Para calcular o défice hidro-electrolítico a corrigir, ou o valor das perdas, é necessário avaliar o grau de desidratação de acordo com a semiologia clínica e a perda de peso (%):
- Desidratação ligeira (3-5%) – frequência cardíaca normal ou aumentada, diminuição do débito urinário, secreção lacrimal mantida, observação clínica normal;
- Desidratação moderada (6-10%) – taquicardia, diurese escassa ou ausente, olhos encovados e fontanela deprimida, diminuição de lágrimas, mucosas secas, prega cutânea moderada, pele fria e pálida, tempo de recoloração capilar aumentado e letargia ou irritabilidade;
- Desidratação grave (>10%) – pulso rápido e filiforme, pressão arterial diminuída, ausência de débito urinário, olhos e fontanela muito deprimidos, ausência de lágrimas, mucosas muito secas, prega cutânea marcada, pele fria e marmoreada (choque).
Para o cálculo deste défice é, pois, fundamental, em primeiro lugar proceder à anamnese e ao exame objectivo; em casos especiais de interpretação mais difícil, de gravidade comprovada e/ou em regime hospitalar realizam-se determinados exames complementares. Saliente-se, no entanto, que a experiência clínica e a observação cuidadosa atendendo à valorização de determinados sinais clínicos poderá tornar dispensáveis os exames complementares, referidos adiante.

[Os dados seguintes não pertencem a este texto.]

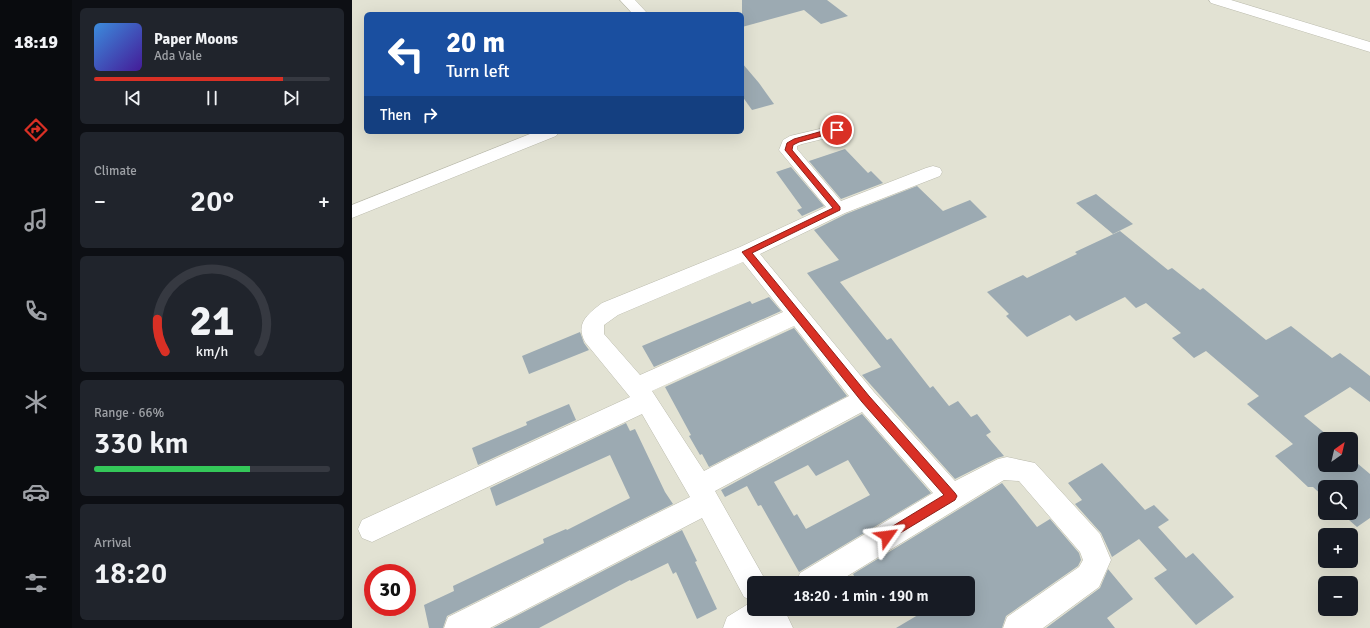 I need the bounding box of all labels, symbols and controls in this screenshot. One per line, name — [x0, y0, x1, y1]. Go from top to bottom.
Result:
text: 20 m — [446, 26, 505, 60]
icon: left — [380, 28, 432, 80]
text: Paper Moons — [154, 30, 238, 48]
text: 18:19 — [14, 31, 58, 53]
text: Ada Vale — [154, 48, 202, 64]
text: Turn left — [446, 60, 509, 82]
icon: previous — [122, 87, 144, 109]
icon: pause — [201, 87, 223, 109]
icon: next — [280, 87, 302, 109]
icon: right — [419, 104, 441, 126]
text: Then — [380, 106, 411, 124]
pin — [820, 113, 854, 147]
icon: directions — [22, 116, 50, 144]
icon: arrive — [826, 119, 848, 141]
text: Climate — [94, 163, 137, 179]
text: 20° — [190, 183, 234, 220]
text: − — [94, 188, 106, 215]
text: + — [318, 188, 330, 215]
icon: music — [22, 206, 50, 234]
text: 21 — [190, 296, 234, 347]
icon: phone — [22, 297, 50, 325]
text: km/h — [196, 343, 228, 360]
icon: climate — [22, 388, 50, 416]
text: Range · 66% — [94, 405, 164, 421]
text: 330 km — [94, 425, 189, 462]
north arrow — [1318, 432, 1358, 472]
map controls — [1318, 432, 1358, 616]
icon: car — [22, 478, 50, 506]
button: search — [1318, 480, 1358, 520]
position arrow — [866, 515, 908, 557]
button: + — [1318, 528, 1358, 568]
text: Arrival — [94, 535, 131, 551]
text: 18:20 — [94, 555, 167, 592]
speed limit sign: 30 — [364, 564, 416, 616]
icon: filters — [22, 569, 50, 597]
button: − — [1318, 576, 1358, 616]
text: 18:20 · 1 min · 190 m — [794, 587, 928, 605] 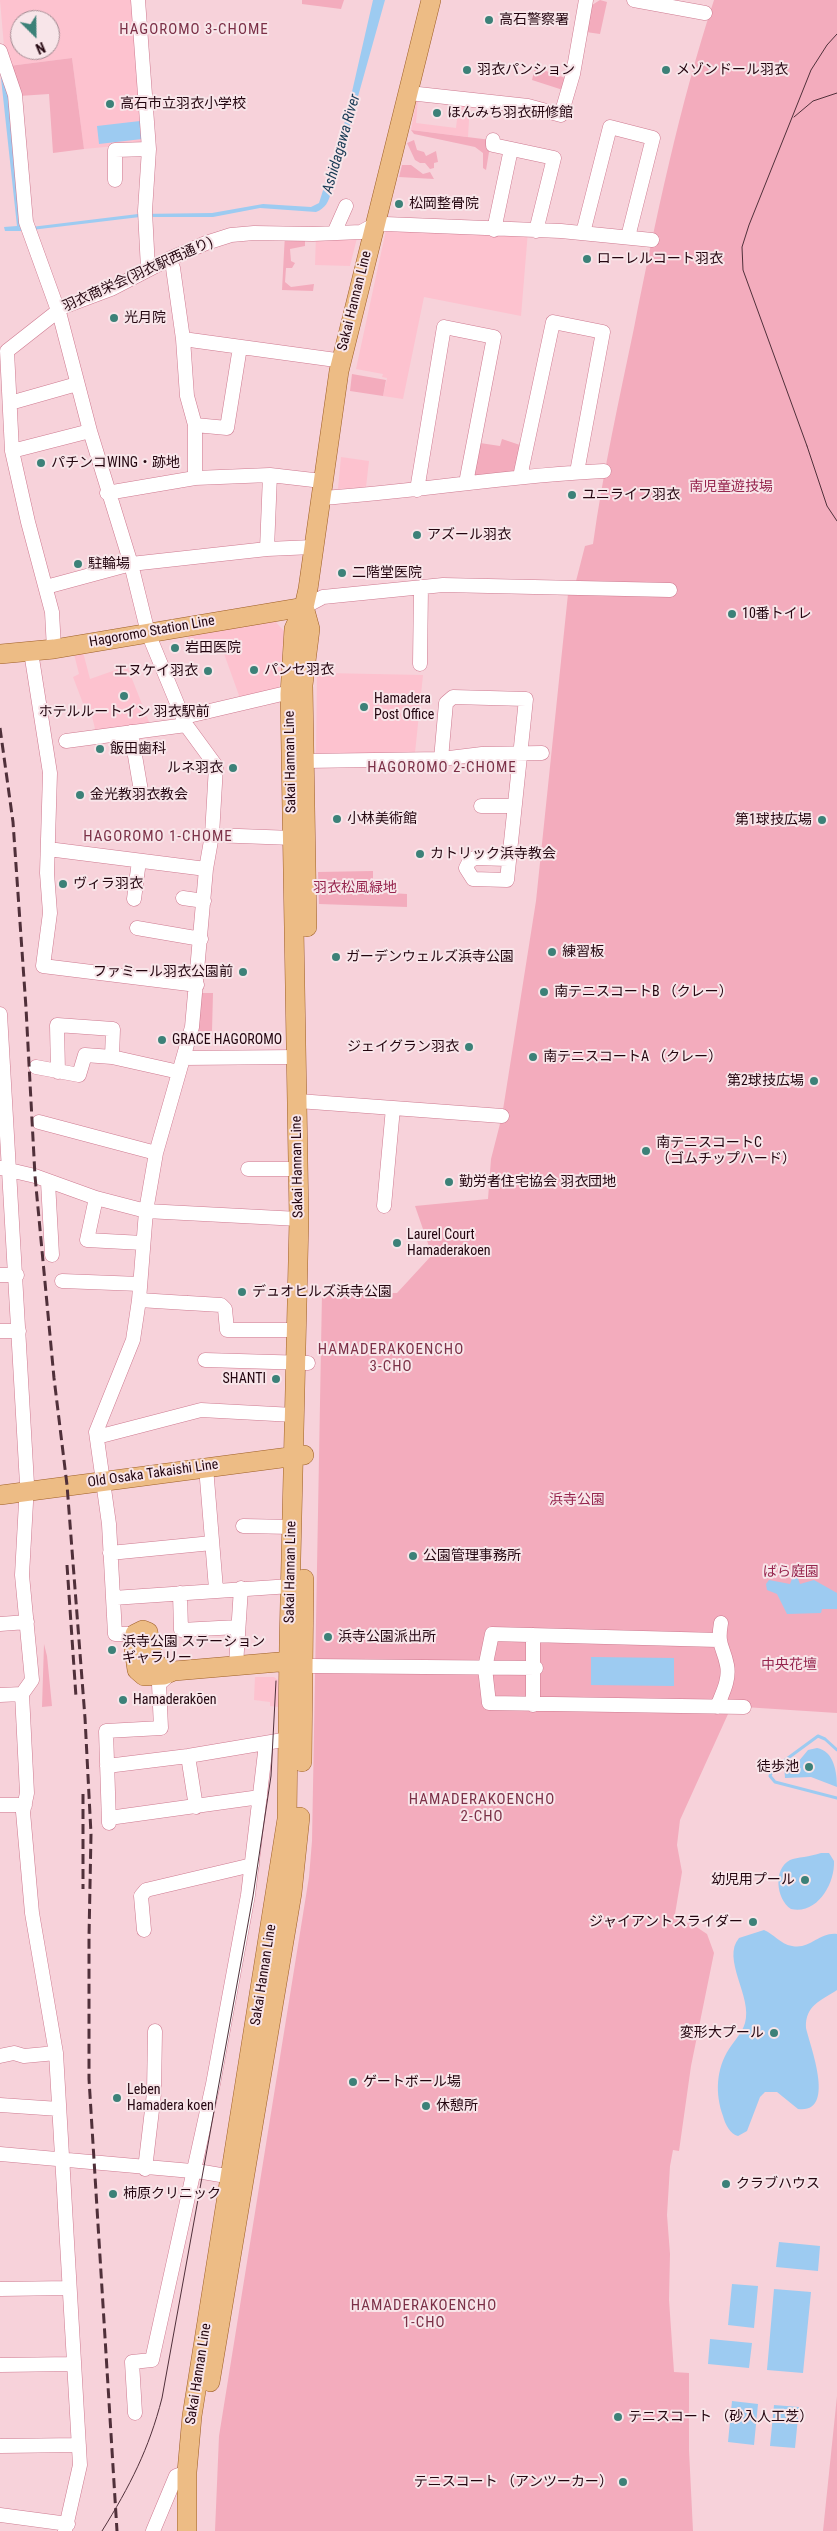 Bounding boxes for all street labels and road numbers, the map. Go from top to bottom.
street label: 羽衣商栄会(羽衣駅西通り) [60,234,216,316]
street label: Sakai Hannan Line [334,249,376,353]
street label: Hagoromo Station Line [88,613,216,651]
street label: Sakai Hannan Line [282,711,300,813]
street label: Sakai Hannan Line [289,1116,307,1218]
street label: Old Osaka Takaishi Line [87,1457,219,1491]
street label: Sakai Hannan Line [282,1521,300,1623]
street label: Sakai Hannan Line [248,1923,280,2027]
street label: Sakai Hannan Line [183,2322,215,2426] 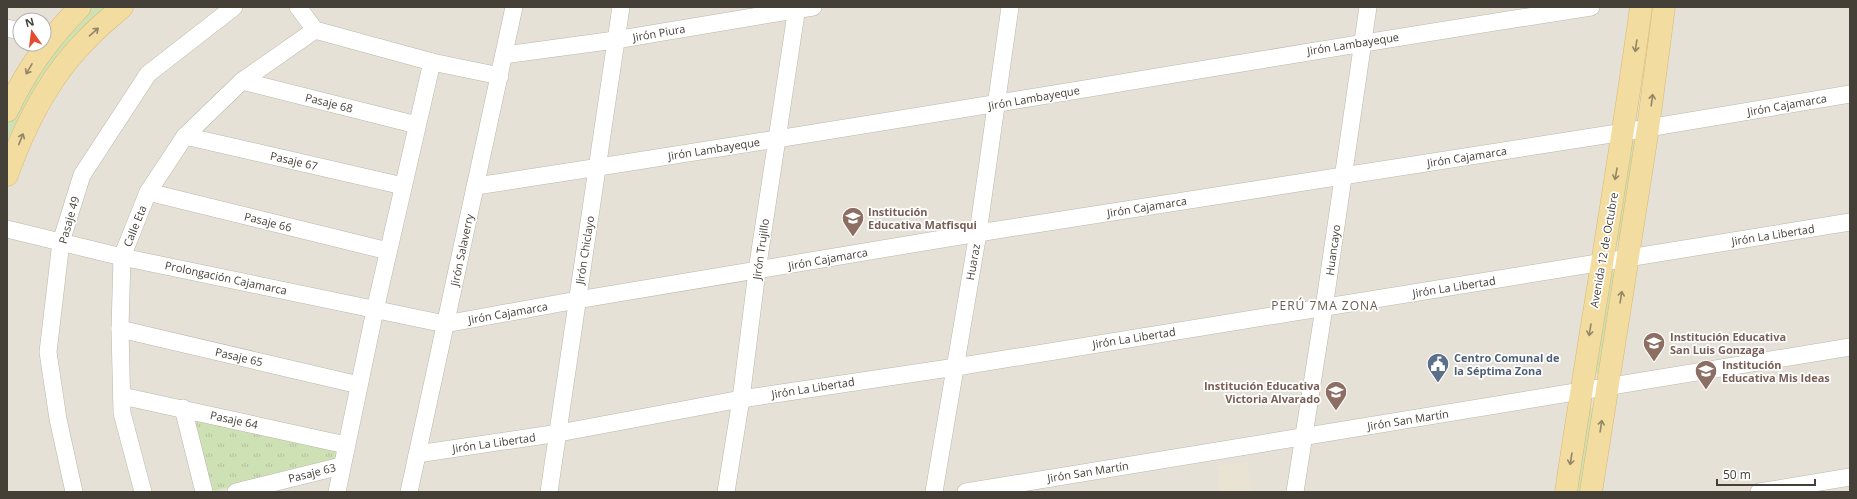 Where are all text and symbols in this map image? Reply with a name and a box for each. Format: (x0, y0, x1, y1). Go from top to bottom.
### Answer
north arrow (12, 12, 52, 52)
text: N (23, 13, 36, 30)
street label: Jirón Piura (630, 21, 686, 45)
one-way arrow (89, 28, 99, 37)
street label: Jirón Lambayeque (1305, 29, 1400, 58)
one-way arrow (1632, 39, 1639, 52)
one-way arrow (25, 63, 33, 75)
street label: Jirón Lambayeque (986, 82, 1081, 113)
street label: Pasaje 68 (304, 89, 354, 116)
street label: Jirón Cajamarca (1745, 90, 1828, 119)
one-way arrow (1648, 94, 1656, 107)
one-way arrow (18, 133, 25, 145)
street label: Jirón Lambayeque (666, 134, 761, 163)
street label: Jirón Cajamarca (1425, 143, 1508, 170)
street label: Pasaje 67 (269, 148, 319, 173)
one-way arrow (1612, 167, 1620, 180)
street label: Avenida 12 de Octubre (1586, 191, 1621, 309)
street label: Jirón Cajamarca (1105, 193, 1188, 220)
street label: Pasaje 49 (55, 194, 82, 245)
street label: Calle Eta (119, 203, 150, 249)
place label: Institución Educativa Matfisqui (868, 204, 977, 232)
school or university icon: Institución Educativa Matfisqui (840, 205, 866, 238)
street label: Pasaje 66 (243, 208, 293, 235)
street label: Jirón Salaverry (446, 212, 477, 288)
street label: Jirón Chiclayo (572, 214, 597, 286)
street label: Jirón Trujillo (749, 217, 772, 281)
street label: Jirón La Libertad (1729, 221, 1816, 249)
street label: Huancayo (1322, 223, 1344, 276)
street label: Huaraz (962, 243, 983, 281)
street label: Jirón Cajamarca (786, 244, 869, 273)
street label: Prolongación Cajamarca (164, 257, 288, 298)
street label: Jirón La Libertad (1410, 273, 1497, 301)
one-way arrow (1617, 291, 1625, 304)
district label: PERÚ 7MA ZONA (1271, 297, 1379, 314)
street label: Jirón Cajamarca (466, 298, 549, 327)
one-way arrow (1586, 323, 1594, 336)
street label: Jirón La Libertad (1090, 324, 1177, 352)
place label: Institución Educativa San Luis Gonzaga (1670, 329, 1786, 357)
school or university icon: Institución Educativa San Luis Gonzaga (1641, 330, 1667, 363)
street label: Pasaje 65 (214, 344, 264, 369)
place label: Centro Comunal de la Séptima Zona (1454, 350, 1560, 378)
public building icon: Centro Comunal de la Séptima Zona (1425, 351, 1451, 384)
place label: Institución Educativa Mis Ideas (1722, 357, 1830, 385)
school or university icon: Institución Educativa Mis Ideas (1693, 358, 1719, 391)
street label: Jirón La Libertad (769, 374, 856, 402)
place label: Institución Educativa Victoria Alvarado (1204, 378, 1320, 406)
school or university icon: Institución Educativa Victoria Alvarado (1323, 379, 1349, 412)
street label: Jirón San Martín (1365, 406, 1450, 433)
street label: Pasaje 64 (209, 407, 260, 432)
one-way arrow (1598, 420, 1606, 433)
street label: Jirón La Libertad (450, 429, 536, 456)
one-way arrow (1567, 452, 1575, 465)
street label: Jirón San Martín (1045, 458, 1130, 485)
street label: Pasaje 63 (287, 459, 337, 486)
scale bar (1717, 461, 1815, 487)
text: 50 m (1723, 466, 1751, 483) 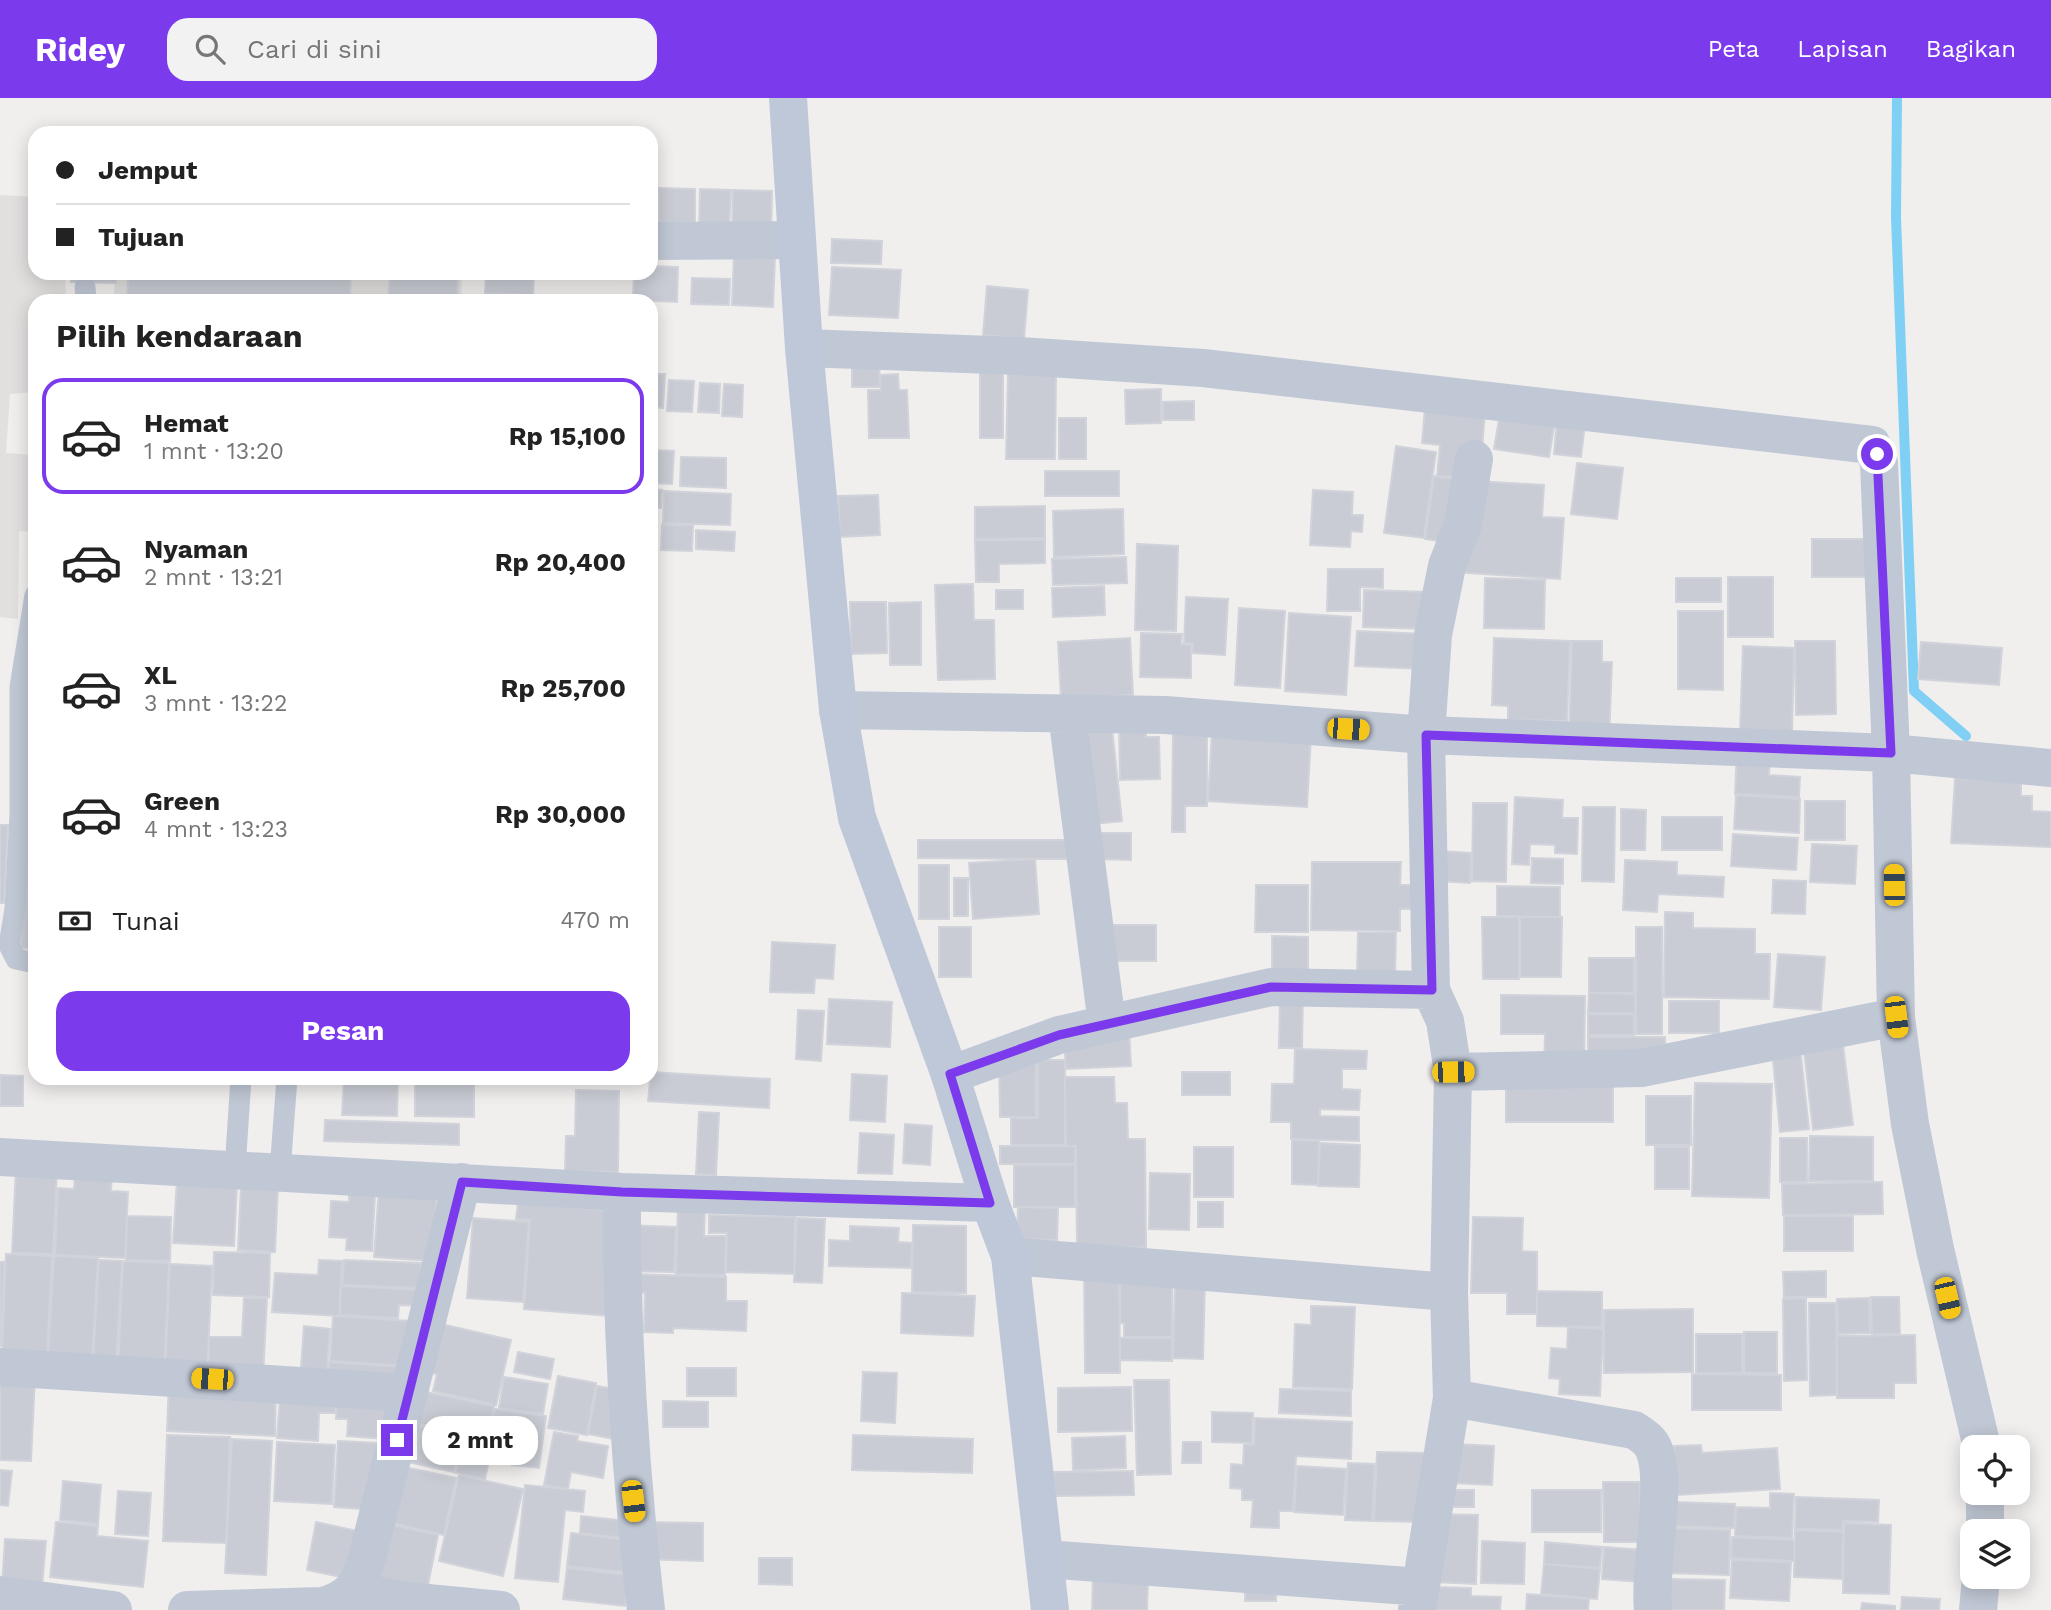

A proporção relativa da perda de electrólitos e de água determina o tipo de défice e de desidratação. Este aspecto é importante, pois em função do referido tipo são adoptados procedimentos diversos relacionados com a composição dos solutos e a velocidade de administração:
Hipotónica
Na desidratação hipotónica há um desvio de água do compartimento extracelular EEC para o EIC, o que condiciona um agravamento da depleção intravascular e clínica exuberante de desidratação.
Neste tipo o sódio sérico é inferior a 130mEq/L e a osmolalidade sérica é inferior a 270. Os sinais clínicos são sobreponíveis aos da desidratação isotónica, embora mais notórios. Na hipotónica e na isotónica a desidratação é predominantemente extracelular. (Quadro 1).
Hipertónica
Pelo contrário, na desidratação hipertónica há um desvio de água do EIC para o EEC com a consequente preservação de volume intravascular, quadro clínico de desidratação menos exuberante, manutenção do débito urinário e pressão arterial até estádios mais avançados de desidratação.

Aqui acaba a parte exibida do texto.